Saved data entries
* * * * *
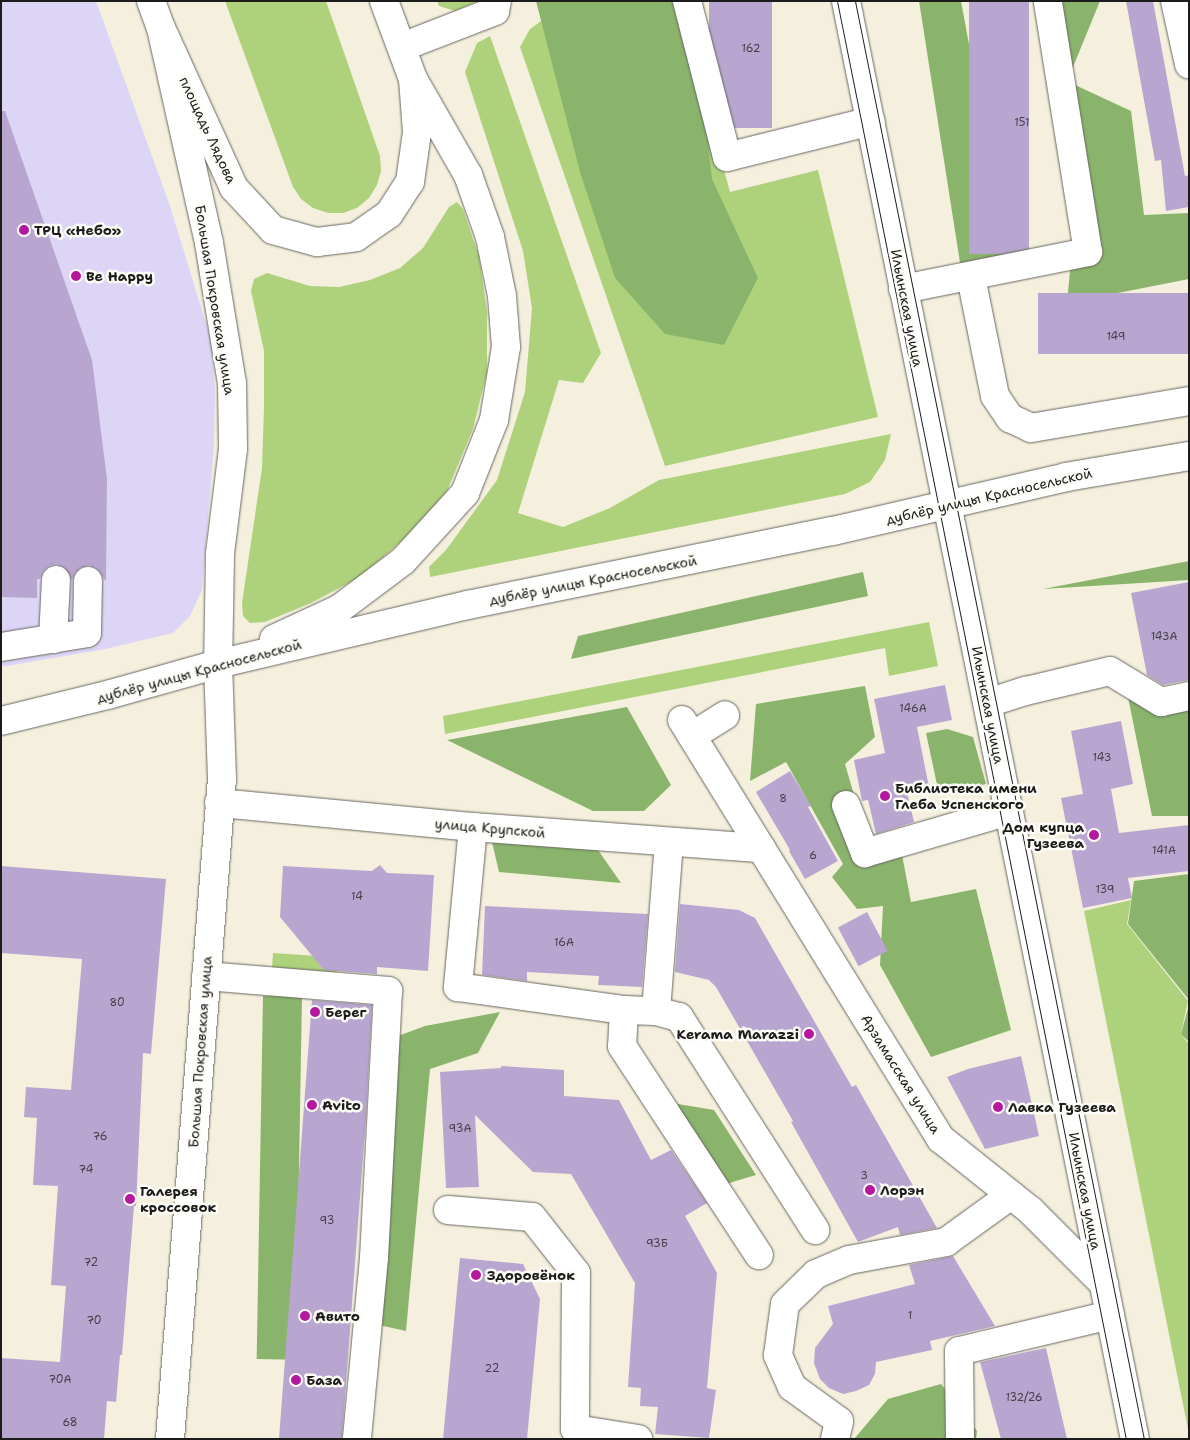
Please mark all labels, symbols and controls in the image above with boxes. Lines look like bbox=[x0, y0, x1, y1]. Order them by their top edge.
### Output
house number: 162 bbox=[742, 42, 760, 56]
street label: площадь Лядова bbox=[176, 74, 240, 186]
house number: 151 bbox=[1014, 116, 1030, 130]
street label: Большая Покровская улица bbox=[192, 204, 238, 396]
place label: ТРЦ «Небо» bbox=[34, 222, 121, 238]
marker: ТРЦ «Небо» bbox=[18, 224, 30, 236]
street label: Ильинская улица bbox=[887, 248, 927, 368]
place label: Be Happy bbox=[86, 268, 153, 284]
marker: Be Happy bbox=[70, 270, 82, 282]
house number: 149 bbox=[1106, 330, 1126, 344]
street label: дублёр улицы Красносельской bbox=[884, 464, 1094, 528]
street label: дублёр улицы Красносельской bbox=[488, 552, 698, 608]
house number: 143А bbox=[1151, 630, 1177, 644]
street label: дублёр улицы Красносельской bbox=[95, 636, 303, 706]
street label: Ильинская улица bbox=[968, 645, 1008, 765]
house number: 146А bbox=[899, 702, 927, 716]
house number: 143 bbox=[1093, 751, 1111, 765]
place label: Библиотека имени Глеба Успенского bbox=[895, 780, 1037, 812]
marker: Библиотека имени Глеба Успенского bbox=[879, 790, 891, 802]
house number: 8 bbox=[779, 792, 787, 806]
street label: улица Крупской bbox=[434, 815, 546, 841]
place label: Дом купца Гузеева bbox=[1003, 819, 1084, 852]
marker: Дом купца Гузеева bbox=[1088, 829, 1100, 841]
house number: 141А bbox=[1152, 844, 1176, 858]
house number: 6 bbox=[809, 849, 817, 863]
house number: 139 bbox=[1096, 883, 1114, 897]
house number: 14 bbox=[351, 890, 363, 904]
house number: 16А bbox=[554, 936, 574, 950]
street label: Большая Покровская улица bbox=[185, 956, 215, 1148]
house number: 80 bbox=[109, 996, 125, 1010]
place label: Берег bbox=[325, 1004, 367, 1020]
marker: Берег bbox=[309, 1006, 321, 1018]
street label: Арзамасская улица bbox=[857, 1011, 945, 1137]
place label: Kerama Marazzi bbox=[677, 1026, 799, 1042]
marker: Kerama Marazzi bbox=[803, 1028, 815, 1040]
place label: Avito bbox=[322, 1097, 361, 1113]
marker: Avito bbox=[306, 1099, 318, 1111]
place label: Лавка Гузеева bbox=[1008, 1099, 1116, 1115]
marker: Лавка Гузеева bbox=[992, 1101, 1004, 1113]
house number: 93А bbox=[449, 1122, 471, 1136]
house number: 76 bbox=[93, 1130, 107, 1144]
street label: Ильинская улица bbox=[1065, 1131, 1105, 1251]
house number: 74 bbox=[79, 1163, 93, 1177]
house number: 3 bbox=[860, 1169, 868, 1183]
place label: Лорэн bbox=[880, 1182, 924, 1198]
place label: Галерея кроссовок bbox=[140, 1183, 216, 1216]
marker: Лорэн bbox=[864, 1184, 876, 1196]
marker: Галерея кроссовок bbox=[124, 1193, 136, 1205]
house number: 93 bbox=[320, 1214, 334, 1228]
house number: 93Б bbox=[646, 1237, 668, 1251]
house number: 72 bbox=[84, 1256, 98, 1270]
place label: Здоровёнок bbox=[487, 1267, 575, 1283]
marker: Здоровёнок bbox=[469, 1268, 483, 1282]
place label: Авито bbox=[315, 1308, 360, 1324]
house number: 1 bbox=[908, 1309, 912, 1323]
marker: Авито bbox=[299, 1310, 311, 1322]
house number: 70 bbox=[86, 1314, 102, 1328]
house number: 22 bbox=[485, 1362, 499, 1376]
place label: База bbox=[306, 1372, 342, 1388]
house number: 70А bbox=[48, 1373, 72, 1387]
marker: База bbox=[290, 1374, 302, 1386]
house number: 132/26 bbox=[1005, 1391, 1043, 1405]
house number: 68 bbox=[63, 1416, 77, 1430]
* * * * *
- **Problem to work on**: Return all lines from the data that include the string "купца".

- **Your response**:
place label: Дом купца Гузеева bbox=[1003, 819, 1084, 852]
marker: Дом купца Гузеева bbox=[1088, 829, 1100, 841]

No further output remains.